In an experience-based interaction, the PS3 can potentially make asingle request across the network border to a scripting layer (currently Groovy), in this example to provide the data for the PS3 home screen. The call goes to a very specific, custom endpoint for the PS3 or for a shared UI. The Groovy script then interprets what is needed for the PS3 home screen and triggers a series of calls to the Java API running in the same JVM as the Groovy scripts. The Java API is essentially a series of methods that individually know how to gather the corresponding data from the dependent services. The Java API then returns the data to the Groovy script who then formats and delivers the very specific data back to the PS3.

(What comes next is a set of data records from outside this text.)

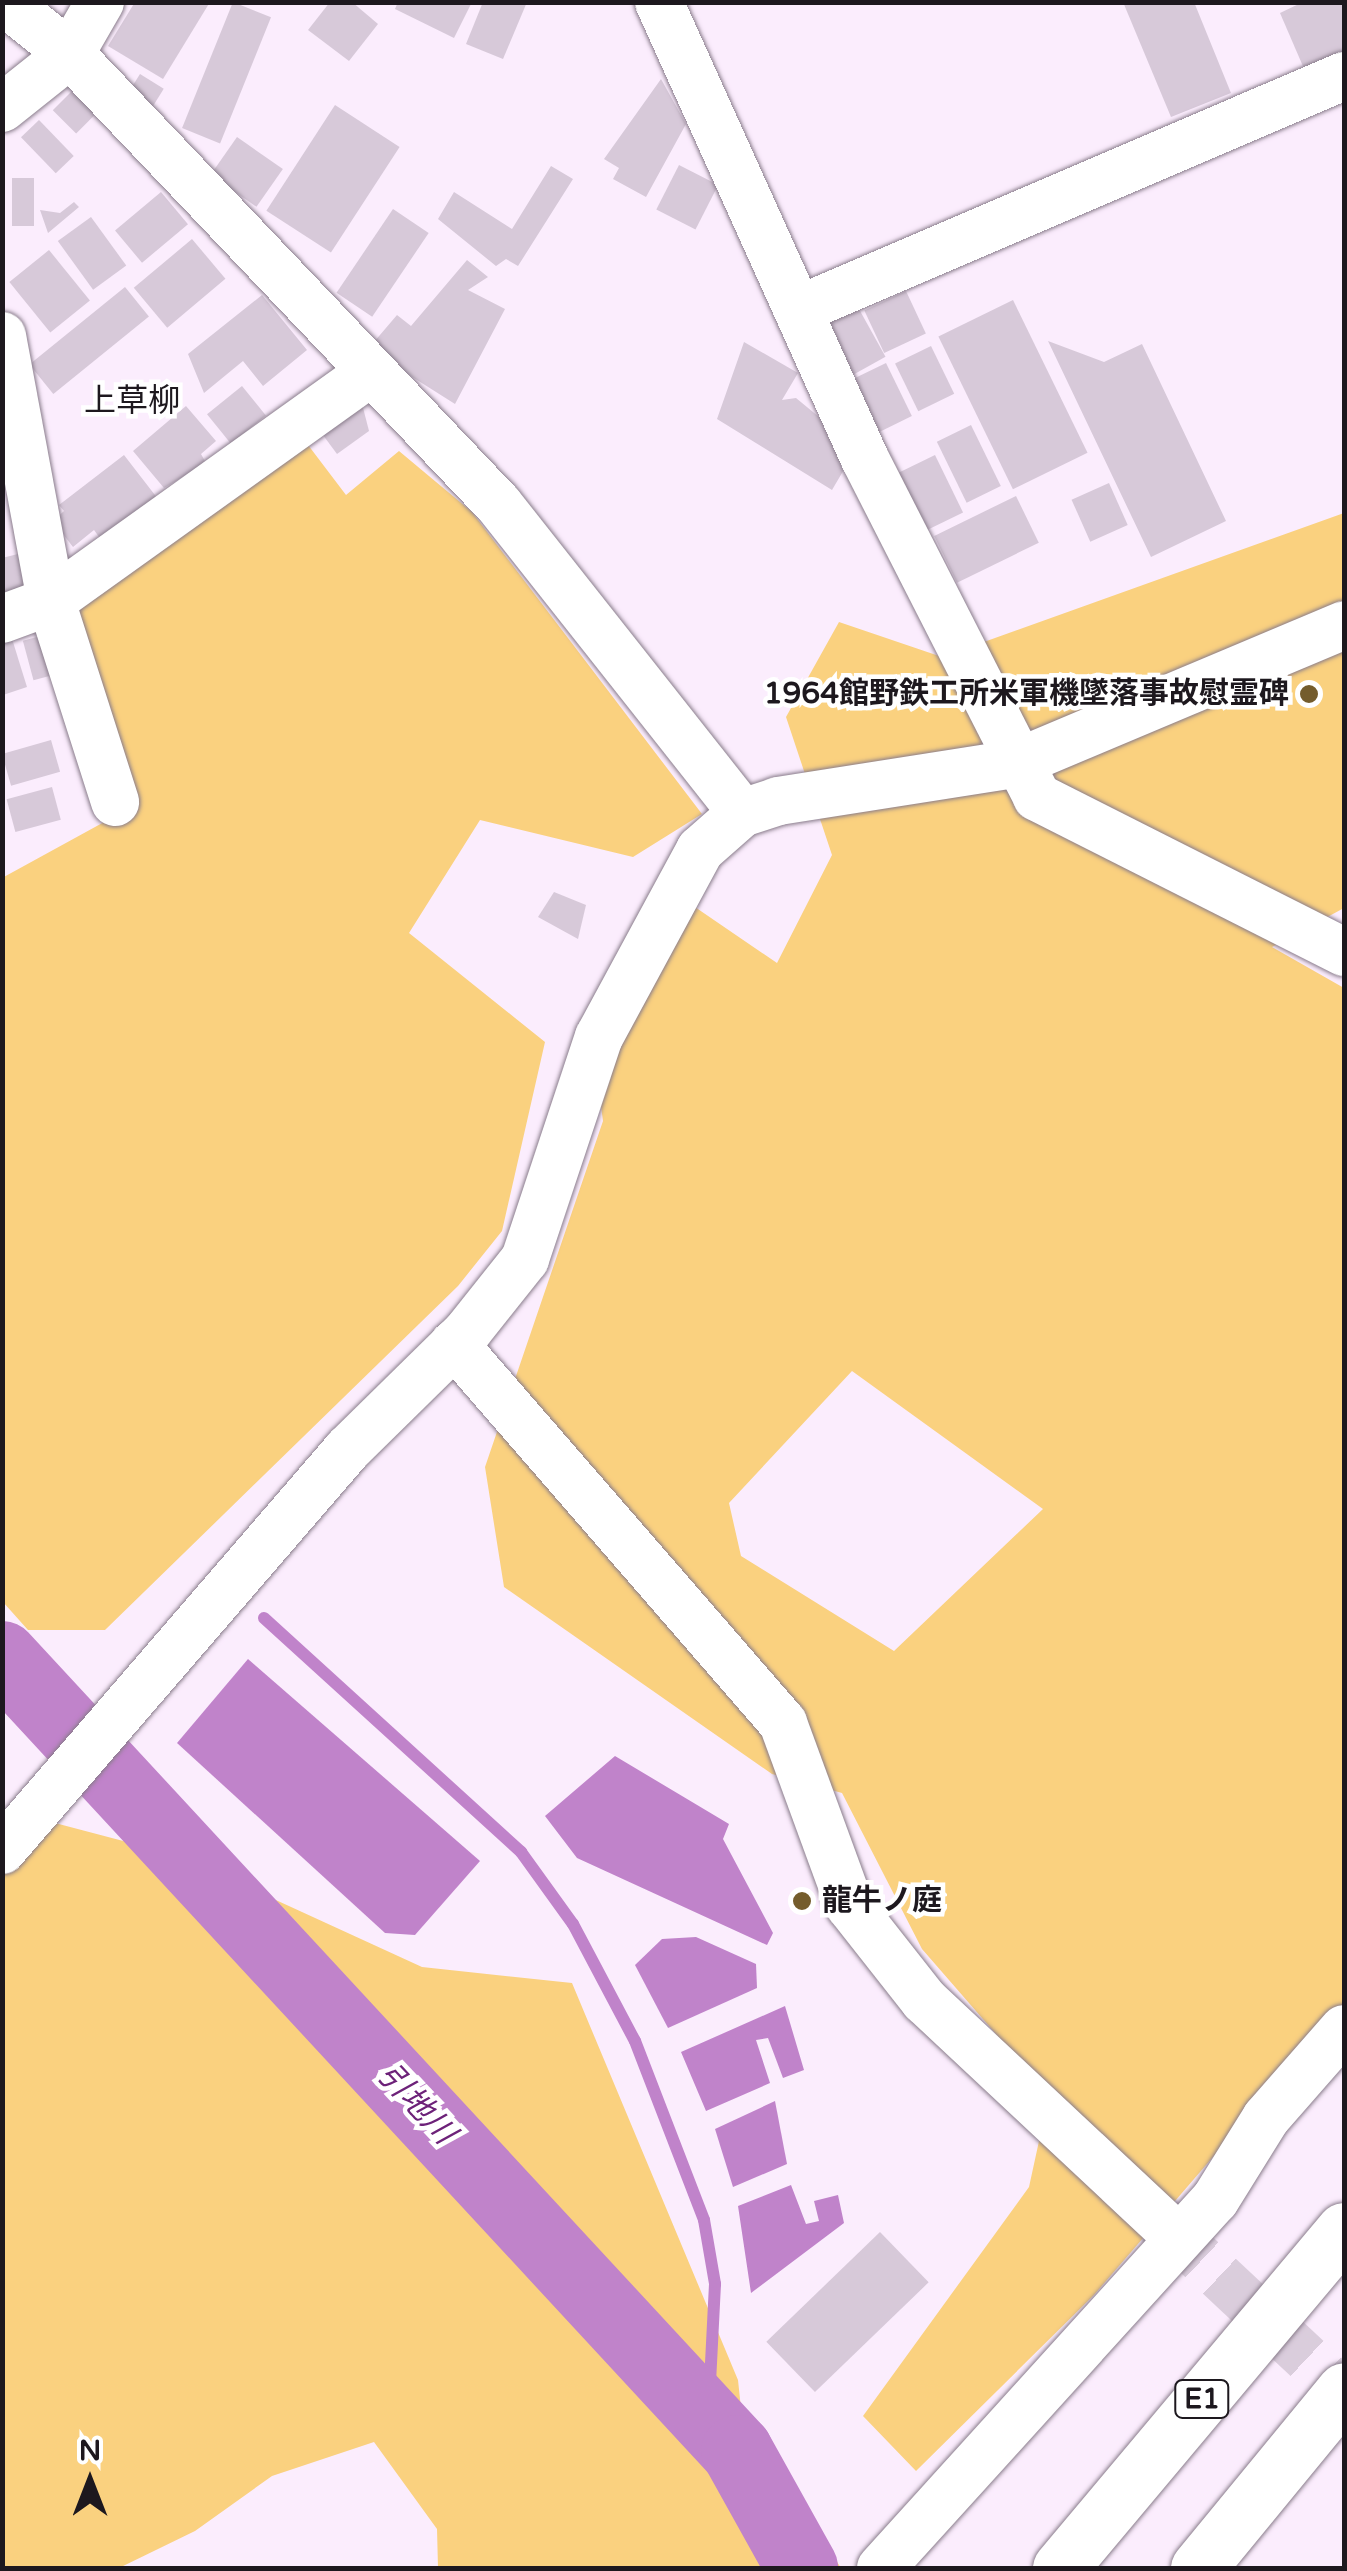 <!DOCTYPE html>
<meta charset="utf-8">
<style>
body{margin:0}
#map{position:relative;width:1347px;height:2571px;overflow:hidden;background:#fbedfd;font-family:"Varela Round","Noto Sans JP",sans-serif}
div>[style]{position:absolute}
.green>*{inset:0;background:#fad17f}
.water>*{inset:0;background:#c083ca}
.stream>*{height:12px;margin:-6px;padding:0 6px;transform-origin:6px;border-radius:6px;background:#c083ca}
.river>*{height:72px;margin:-36px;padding:0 36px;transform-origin:36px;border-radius:36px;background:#c083ca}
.building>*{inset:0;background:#d7c9d9;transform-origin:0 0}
.minor-tunnel>*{height:48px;margin-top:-24px;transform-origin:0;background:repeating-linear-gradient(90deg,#dacddc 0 48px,transparent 0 72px)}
.roads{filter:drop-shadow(0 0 2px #897c8b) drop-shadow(0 0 2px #897c8b)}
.minor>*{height:48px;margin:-24px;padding:0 24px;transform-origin:24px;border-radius:24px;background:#fff}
.highway>*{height:55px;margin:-27.5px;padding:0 27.5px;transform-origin:27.5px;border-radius:27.5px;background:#fff}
.dots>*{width:28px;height:28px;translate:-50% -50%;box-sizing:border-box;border:5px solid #fff;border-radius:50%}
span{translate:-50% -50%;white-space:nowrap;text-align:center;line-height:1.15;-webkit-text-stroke:9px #fff;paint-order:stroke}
.shield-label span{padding:2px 8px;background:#fff;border:2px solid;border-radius:8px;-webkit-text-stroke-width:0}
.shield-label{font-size:28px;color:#1d181e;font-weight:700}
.poi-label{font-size:30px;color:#1d181e;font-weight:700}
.right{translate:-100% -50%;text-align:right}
.left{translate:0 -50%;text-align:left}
.neighbourhood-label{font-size:32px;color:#1d181e}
.water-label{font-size:32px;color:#6d2279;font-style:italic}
.frame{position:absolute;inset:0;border:5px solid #1d181e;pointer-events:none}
.north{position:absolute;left:40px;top:2431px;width:100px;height:100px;-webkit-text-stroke:8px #fff;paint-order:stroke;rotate:0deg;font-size:28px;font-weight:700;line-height:40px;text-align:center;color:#1d181e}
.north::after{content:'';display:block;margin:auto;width:35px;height:45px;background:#1d181e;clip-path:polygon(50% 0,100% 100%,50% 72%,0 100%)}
</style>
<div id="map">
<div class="green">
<div style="clip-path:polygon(302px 437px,346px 495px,399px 451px,472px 512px,702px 814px,633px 857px,480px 820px,409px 933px,545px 1042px,502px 1231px,458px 1286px,105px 1630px,28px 1630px,3px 1602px,2px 878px,137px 804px,66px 617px)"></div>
<div style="clip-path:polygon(evenodd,1344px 513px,1344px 908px,1272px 947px,1344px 988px,1344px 2005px,1094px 2295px,916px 2471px,863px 2416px,1029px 2187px,1049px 2095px,922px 1949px,842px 1793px,772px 1774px,504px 1587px,485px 1467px,603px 1121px,598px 1084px,692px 905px,777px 963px,832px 855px,786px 717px,839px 622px,942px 657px,1344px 513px,852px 1371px,1043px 1509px,894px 1651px,741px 1556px,729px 1503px,852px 1371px)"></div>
<div style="clip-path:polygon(2px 1809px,180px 1856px,422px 1967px,572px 1983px,738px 2380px,742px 2418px,841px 2568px,438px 2568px,437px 2529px,374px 2442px,272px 2476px,195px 2531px,119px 2568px,3px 2568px)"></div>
</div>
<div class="water">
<div style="clip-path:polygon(248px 1659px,480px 1861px,415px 1935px,385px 1933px,177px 1743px)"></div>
<div style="clip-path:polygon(615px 1756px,729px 1824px,723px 1839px,773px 1933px,767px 1945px,577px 1858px,545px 1816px)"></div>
<div style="clip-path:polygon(696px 1937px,756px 1964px,757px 1988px,668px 2028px,635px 1965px,662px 1939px)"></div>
<div style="clip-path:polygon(785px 2006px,804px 2070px,783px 2078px,768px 2038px,756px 2040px,770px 2083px,706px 2111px,681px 2052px)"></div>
<div style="clip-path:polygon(775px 2101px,787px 2164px,733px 2187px,715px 2129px)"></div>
<div style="clip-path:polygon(791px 2185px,806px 2224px,819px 2221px,814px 2201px,838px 2195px,844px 2223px,751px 2293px,738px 2206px)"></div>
</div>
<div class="stream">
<div style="left:264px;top:1618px;width:348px;rotate:42.3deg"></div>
<div style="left:521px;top:1852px;width:89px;rotate:54.2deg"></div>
<div style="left:573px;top:1924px;width:132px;rotate:62.1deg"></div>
<div style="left:635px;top:2041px;width:192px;rotate:68.9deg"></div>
<div style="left:704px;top:2220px;width:65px;rotate:80.2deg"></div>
<div style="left:715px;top:2284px;width:138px;rotate:92.9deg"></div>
</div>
<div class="river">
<div style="left:2px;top:1657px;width:1082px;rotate:47.21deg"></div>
<div style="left:737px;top:2451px;width:134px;rotate:60.9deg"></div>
</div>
<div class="building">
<div style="clip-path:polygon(135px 2px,210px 2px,163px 79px,108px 46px)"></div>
<div style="left:233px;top:2px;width:41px;height:136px;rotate:22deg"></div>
<div style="clip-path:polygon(330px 2px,352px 2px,378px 24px,349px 61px,308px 30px)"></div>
<div style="clip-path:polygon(398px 2px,472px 2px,454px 38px,395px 9px)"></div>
<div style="clip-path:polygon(483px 2px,527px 2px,503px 59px,466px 44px)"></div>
<div style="clip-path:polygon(1123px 2px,1194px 2px,1231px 93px,1171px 117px)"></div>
<div style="clip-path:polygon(1303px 2px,1344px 2px,1344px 54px,1305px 71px,1280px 13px)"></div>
<div style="left:140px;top:74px;width:28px;height:26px;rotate:32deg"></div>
<div style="clip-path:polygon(661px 79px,686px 124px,646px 197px,613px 179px,619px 168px,604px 159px)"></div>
<div style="left:74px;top:89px;width:33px;height:30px;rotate:45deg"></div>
<div style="left:335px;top:105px;width:77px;height:126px;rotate:33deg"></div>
<div style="left:39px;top:120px;width:50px;height:25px;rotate:46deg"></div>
<div style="left:237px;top:137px;width:56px;height:46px;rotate:35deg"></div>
<div style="left:679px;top:165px;width:44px;height:50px;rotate:27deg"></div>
<div style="clip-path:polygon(551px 166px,573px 179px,518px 266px,506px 259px,496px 266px,438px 219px,454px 192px,512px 229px)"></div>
<div style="left:12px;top:178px;width:22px;height:48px"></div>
<div style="left:161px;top:192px;width:42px;height:60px;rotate:50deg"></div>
<div style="clip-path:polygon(74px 202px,79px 207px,48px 233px,40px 210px,60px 213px)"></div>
<div style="left:393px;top:209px;width:43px;height:101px;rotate:34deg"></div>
<div style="left:91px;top:217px;width:60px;height:41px;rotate:54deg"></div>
<div style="left:192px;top:239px;width:52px;height:76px;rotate:50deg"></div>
<div style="left:49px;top:250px;width:65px;height:51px;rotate:51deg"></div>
<div style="clip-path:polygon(467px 260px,488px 277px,468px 290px,505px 309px,455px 404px,368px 349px,397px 315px,411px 326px)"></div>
<div style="left:125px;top:287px;width:38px;height:123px;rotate:51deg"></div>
<div style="left:906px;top:291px;width:47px;height:46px;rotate:65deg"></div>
<div style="clip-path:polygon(262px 295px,307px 350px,263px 386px,243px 361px,204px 393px,188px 354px)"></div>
<div style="left:854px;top:300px;width:65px;height:38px;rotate:61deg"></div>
<div style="left:1013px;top:300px;width:170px;height:83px;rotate:64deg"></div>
<div style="clip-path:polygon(1048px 341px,1104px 362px,1142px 344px,1226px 521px,1151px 557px)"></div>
<div style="clip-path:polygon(744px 342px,798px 373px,782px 400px,796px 398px,836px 431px,849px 461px,832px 490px,717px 419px)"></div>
<div style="left:931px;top:346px;width:53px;height:40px;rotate:64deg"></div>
<div style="left:886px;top:363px;width:59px;height:39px;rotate:64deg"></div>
<div style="left:242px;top:386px;width:38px;height:45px;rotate:51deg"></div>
<div style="clip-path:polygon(360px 396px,369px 431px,337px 454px,317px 427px)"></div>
<div style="clip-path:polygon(186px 406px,216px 441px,201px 454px,206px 463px,164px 488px,133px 451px)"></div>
<div style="left:971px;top:425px;width:68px;height:38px;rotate:64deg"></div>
<div style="clip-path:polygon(124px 455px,158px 499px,102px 541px,94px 530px,73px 547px,53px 521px,64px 511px,59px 505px)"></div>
<div style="left:935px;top:455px;width:64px;height:40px;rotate:64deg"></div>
<div style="left:1109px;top:483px;width:46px;height:41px;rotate:66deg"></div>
<div style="left:1016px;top:496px;width:52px;height:91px;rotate:64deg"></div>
<div style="clip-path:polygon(18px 554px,28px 593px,2px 600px,2px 558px)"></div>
<div style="clip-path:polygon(8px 626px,27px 687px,3px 695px,3px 627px)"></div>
<div style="left:48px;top:634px;width:41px;height:26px;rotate:75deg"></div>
<div style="left:51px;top:740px;width:33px;height:51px;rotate:74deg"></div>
<div style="left:52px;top:787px;width:34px;height:47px;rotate:75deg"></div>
<div style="clip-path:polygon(554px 892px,586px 905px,578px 939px,538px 917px)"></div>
<div style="left:880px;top:2232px;width:70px;height:158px;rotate:46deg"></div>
</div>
<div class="minor-tunnel">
<div style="left:1167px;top:2227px;width:243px;rotate:43.2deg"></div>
</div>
<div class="roads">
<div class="minor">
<div style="left:5px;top:2px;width:83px;rotate:38.7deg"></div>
<div style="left:70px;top:54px;width:622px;rotate:46.43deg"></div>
<div style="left:499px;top:505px;width:392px;rotate:51.7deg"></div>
<div style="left:659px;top:2px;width:501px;rotate:65.74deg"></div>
<div style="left:865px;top:459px;width:379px;rotate:63deg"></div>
<div style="left:1037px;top:797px;width:344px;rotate:26.8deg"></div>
<div style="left:2px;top:108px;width:87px;rotate:-38.5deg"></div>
<div style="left:70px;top:54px;width:60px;rotate:-60deg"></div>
<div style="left:798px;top:310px;width:594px;rotate:-23.2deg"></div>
<div style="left:2px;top:336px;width:269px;rotate:79.5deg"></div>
<div style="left:51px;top:601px;width:211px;rotate:72.3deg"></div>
<div style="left:2px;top:619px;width:52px;rotate:-20.2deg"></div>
<div style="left:51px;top:601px;width:388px;rotate:-35.6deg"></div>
<div style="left:454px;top:1344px;width:502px;rotate:49.04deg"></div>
<div style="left:783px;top:1723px;width:195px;rotate:69.9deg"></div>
<div style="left:850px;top:1906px;width:120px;rotate:51.8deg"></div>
<div style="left:924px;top:2000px;width:333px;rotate:43.1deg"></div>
<div style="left:2px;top:1850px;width:530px;rotate:-49.21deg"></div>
<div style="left:348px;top:1449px;width:167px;rotate:-44.5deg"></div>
<div style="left:467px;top:1332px;width:93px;rotate:-51.5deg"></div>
<div style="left:525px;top:1259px;width:234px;rotate:-71.6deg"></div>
<div style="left:599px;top:1037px;width:213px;rotate:-61.6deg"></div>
<div style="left:700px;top:850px;width:56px;rotate:-41.4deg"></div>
<div style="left:742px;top:813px;width:38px;rotate:-18deg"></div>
<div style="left:778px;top:801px;width:239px;rotate:-8.9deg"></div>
<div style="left:1014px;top:764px;width:358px;rotate:-22.8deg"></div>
<div style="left:881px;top:2568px;width:497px;rotate:-47.8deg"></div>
<div style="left:1215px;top:2200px;width:97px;rotate:-58.1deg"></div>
<div style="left:1266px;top:2118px;width:118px;rotate:-48.8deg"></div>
</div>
<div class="highway">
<div style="left:1060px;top:2568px;width:441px;rotate:-50deg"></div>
<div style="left:1198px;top:2568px;width:230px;rotate:-50.6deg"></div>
</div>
</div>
<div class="dots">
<div style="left:1309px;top:694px;background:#745c2c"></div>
<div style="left:802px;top:1901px;background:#745c2c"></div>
</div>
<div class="shield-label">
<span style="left:1202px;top:2399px">E1</span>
</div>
<div class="poi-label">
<span class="right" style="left:1289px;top:694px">1964館野鉄工所米軍機墜落事故慰霊碑</span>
<span class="left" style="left:822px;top:1901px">龍牛ノ庭</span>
</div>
<div class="neighbourhood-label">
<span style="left:132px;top:401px">上草柳</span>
</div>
<div class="water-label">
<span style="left:416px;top:2104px;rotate:47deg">引地川</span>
</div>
<div class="frame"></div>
<div class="north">N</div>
</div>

We also introduced RxJava into this layer to improve our ability to handle concurrency and callbacks. RxJava is open source in our github repository.
In this model, the border between Client Code and Server Code is no longer the network border. It is now back on the server. The Groovy is essentially a client adapter written by the client teams.
And the distribution of work changes as well. The client teams continue to handle UI rendering, but now are also responsible for the formatting and delivery of content. The API team, in terms of the data side of things, is responsible for the data gathering and hand-off to the client adapters. Of course, the API team does many other things, including resiliency, scaling, dependency interactions, etc. This model is essentially a platform for API development.
If resource-based APIs assemble data like pointillism, experience-based APIs assemble data like a photograph. The experience-based approach captures and delivers it all at once.
All of the open source components discussed here, as well as many others, can be found at the Netflix github repository.